İlkel yağ yakma tesislerinde çalışan çocukların hem çocukluklarını yaşayamadığına hem okullarına gidemediğine hem de zihinsel ve fiziksel olarak birçok olumsuz etkiler yaşadığına dikkati çeken Faiza Al-Aslan, “Tüm bunlar çocukların sömürülmesi anlamına geliyor” diye konuştu.
‘Petrol arıtma tesisleri insan ve doğa sağlığına zararlı’

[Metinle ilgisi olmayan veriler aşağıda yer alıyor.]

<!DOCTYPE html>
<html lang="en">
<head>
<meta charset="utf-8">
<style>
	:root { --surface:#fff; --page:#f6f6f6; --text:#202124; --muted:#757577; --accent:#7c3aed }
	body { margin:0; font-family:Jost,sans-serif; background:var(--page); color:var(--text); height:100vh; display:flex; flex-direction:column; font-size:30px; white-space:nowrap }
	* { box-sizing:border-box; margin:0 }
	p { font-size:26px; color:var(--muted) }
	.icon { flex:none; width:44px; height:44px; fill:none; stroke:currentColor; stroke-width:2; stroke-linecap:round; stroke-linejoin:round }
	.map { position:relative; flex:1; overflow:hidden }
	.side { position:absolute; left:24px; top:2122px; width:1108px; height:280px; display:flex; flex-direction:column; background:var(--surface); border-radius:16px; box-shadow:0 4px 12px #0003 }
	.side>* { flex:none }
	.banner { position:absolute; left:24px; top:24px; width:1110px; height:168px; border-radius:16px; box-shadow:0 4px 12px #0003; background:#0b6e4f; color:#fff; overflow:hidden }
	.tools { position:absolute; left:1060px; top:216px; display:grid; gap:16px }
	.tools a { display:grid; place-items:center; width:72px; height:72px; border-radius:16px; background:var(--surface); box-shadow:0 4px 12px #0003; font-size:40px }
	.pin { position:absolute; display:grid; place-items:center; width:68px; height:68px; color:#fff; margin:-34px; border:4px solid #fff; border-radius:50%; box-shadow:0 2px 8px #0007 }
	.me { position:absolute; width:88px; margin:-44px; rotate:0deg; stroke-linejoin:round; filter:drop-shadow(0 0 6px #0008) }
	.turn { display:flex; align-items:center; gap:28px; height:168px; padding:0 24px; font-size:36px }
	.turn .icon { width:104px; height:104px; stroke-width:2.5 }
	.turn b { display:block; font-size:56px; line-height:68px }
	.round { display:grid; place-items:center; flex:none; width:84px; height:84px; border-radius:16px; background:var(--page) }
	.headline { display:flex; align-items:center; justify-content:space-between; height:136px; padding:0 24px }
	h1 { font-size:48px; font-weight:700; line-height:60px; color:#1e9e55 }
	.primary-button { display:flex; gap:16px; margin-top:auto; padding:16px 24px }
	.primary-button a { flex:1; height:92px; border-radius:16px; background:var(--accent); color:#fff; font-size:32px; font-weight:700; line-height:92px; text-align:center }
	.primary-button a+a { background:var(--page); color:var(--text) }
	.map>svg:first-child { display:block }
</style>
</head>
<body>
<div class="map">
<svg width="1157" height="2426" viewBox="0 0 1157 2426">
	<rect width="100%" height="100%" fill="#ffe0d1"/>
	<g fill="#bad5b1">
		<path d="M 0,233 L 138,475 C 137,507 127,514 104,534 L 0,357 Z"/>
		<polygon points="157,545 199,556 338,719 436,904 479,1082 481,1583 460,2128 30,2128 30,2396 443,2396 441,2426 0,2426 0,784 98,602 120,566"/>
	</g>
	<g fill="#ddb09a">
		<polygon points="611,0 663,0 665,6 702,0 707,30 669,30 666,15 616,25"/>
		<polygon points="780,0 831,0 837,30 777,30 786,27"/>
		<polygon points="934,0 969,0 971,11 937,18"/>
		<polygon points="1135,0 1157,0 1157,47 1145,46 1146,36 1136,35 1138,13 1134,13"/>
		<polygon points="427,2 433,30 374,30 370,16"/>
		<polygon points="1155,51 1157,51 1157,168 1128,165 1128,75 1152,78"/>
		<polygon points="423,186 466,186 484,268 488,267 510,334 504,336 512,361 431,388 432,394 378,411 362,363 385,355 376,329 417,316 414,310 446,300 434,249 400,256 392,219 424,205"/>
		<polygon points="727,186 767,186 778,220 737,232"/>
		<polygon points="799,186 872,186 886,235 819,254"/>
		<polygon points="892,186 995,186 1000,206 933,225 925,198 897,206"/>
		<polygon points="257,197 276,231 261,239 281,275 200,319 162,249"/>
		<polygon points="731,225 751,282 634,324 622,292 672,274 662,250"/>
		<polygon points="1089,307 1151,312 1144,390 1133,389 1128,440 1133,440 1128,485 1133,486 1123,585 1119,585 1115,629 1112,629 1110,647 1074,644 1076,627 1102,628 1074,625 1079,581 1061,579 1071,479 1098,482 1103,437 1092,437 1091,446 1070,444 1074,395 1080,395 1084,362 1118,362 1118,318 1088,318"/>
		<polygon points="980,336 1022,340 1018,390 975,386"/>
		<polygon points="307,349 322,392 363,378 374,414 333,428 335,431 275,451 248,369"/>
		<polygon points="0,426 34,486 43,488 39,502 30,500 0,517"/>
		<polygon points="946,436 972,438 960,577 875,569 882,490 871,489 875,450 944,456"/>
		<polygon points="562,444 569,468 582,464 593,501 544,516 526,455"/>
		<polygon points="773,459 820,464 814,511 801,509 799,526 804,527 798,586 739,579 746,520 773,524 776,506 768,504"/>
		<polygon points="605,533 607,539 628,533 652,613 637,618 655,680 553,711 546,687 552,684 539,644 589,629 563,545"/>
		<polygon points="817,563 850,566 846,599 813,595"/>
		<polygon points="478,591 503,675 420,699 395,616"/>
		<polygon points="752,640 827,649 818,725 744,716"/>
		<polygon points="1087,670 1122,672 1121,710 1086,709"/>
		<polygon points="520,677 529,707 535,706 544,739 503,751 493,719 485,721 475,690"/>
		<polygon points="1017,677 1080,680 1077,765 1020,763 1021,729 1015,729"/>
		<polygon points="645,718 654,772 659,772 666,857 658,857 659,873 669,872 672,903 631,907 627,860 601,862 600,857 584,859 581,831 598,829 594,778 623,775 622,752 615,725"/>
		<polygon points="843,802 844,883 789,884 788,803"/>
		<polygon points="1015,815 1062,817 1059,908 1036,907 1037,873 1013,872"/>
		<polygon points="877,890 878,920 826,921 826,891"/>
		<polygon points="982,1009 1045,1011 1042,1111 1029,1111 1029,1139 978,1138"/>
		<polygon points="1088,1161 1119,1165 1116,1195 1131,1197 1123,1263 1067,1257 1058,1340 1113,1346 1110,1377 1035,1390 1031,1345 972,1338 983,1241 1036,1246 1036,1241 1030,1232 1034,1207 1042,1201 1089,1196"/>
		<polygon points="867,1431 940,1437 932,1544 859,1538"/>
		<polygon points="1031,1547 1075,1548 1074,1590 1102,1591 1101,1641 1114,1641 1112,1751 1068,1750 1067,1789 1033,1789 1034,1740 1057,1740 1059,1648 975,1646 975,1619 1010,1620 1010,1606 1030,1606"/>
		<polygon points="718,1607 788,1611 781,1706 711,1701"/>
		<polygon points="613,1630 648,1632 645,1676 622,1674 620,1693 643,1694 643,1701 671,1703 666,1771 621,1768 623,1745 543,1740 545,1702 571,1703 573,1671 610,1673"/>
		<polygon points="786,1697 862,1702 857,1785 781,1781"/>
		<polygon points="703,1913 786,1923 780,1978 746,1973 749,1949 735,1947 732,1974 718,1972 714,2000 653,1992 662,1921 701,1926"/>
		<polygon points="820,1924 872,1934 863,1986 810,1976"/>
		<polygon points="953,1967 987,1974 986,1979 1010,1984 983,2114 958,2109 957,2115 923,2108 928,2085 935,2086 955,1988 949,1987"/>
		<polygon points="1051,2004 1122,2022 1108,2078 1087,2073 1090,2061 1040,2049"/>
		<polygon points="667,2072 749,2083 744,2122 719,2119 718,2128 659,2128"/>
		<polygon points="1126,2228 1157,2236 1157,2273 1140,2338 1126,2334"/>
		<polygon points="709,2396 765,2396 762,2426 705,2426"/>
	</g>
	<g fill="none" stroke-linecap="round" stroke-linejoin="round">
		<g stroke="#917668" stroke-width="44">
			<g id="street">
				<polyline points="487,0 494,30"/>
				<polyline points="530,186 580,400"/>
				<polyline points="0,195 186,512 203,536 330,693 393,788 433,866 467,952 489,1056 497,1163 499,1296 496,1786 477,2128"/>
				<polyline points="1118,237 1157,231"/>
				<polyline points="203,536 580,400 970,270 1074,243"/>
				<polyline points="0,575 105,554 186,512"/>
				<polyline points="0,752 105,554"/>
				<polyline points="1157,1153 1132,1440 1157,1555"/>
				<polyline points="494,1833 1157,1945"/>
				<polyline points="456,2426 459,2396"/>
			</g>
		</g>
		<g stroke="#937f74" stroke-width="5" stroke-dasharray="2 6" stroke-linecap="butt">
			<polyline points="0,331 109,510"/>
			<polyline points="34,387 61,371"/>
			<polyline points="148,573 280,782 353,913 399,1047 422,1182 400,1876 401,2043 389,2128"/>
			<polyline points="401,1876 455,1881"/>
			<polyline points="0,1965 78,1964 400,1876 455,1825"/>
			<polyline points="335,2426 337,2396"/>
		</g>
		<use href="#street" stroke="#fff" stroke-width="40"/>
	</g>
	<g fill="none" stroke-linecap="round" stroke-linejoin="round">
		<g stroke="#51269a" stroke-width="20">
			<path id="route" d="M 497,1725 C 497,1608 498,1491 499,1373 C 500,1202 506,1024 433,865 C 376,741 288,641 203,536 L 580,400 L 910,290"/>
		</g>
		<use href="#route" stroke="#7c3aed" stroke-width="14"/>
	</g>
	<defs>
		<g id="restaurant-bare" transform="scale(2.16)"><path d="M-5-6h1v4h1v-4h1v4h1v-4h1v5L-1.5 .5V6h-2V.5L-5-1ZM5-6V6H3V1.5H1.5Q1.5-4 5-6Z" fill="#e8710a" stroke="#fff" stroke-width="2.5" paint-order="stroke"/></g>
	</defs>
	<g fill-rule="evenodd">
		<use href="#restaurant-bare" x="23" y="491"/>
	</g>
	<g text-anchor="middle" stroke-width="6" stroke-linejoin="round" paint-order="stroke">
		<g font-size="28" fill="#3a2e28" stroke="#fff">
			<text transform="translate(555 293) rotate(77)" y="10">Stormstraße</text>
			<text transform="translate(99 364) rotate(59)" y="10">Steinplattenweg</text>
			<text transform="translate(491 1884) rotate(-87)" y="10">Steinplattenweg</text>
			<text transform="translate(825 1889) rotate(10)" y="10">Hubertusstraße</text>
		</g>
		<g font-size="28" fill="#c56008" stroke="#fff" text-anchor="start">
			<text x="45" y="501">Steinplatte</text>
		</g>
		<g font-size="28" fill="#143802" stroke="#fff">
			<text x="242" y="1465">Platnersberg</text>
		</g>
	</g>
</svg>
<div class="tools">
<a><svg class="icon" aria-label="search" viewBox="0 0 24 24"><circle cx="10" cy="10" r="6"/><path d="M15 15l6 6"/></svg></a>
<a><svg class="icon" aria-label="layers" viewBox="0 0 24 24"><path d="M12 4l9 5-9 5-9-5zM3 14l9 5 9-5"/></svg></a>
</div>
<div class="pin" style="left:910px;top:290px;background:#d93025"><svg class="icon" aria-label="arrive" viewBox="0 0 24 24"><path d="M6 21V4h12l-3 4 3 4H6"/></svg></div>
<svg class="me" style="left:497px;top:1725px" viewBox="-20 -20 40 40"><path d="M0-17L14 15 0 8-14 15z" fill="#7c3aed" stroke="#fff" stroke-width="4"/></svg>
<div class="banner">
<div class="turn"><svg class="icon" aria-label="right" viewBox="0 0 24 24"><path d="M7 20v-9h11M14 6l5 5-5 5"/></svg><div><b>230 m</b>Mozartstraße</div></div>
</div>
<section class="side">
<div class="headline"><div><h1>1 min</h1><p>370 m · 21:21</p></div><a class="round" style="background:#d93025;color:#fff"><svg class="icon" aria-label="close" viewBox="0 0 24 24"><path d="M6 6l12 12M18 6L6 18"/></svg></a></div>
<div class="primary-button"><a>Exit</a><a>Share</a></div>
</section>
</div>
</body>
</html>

İdlib şehrinden Dr. Rawa al-Bakour ise, petrol arıtma tesislerinin insan ve doğa sağlığına zararlı olduğunu söylüyor. Petrol maddelerinin rafine edilmesi nedeniyle çocukların ciddi etkilere maruz kaldığına vurgu yapan Dr. Rawa al-Bakour, brülörlerden çıkan dumanların ise solunum sistemi sağlığını olumsuz etkilediğini, boğulma, mide bulantısı ve kronik deri hastalıklarına yol açarak kanserli hastalıklara ve bazen de ölüme yol açabileceğini vurguluyor.
‘Hayati tehlike oluşturabilir’
Risklerin sadece sağlığın bozulmasıyla sınırlı olmadığına işaret eden Dr. Rawa al-Bakour, rafinajda kullanılan tankın içindeki yüksek basınç nedeniyle bu brülörlerin patlamasının hayati tehlike oluşturabileceğini dile getiriyor. Dr. Rawa al-Bakour, brülörlerin tank patlaması risklerinin yol açabileceğini de kaydediyor. Hava yoluyla komşu bölgelerinde bu durumdan etkilendiğini belirten Dr. Rawa al-Bakour, yeni doğan bebeklerde şekil bozukluklarına, hamilelerin fetüslerini kaybetmelerine veya fetüsün anne karnında ölmesine neden olduğuna dikkat çekiyor.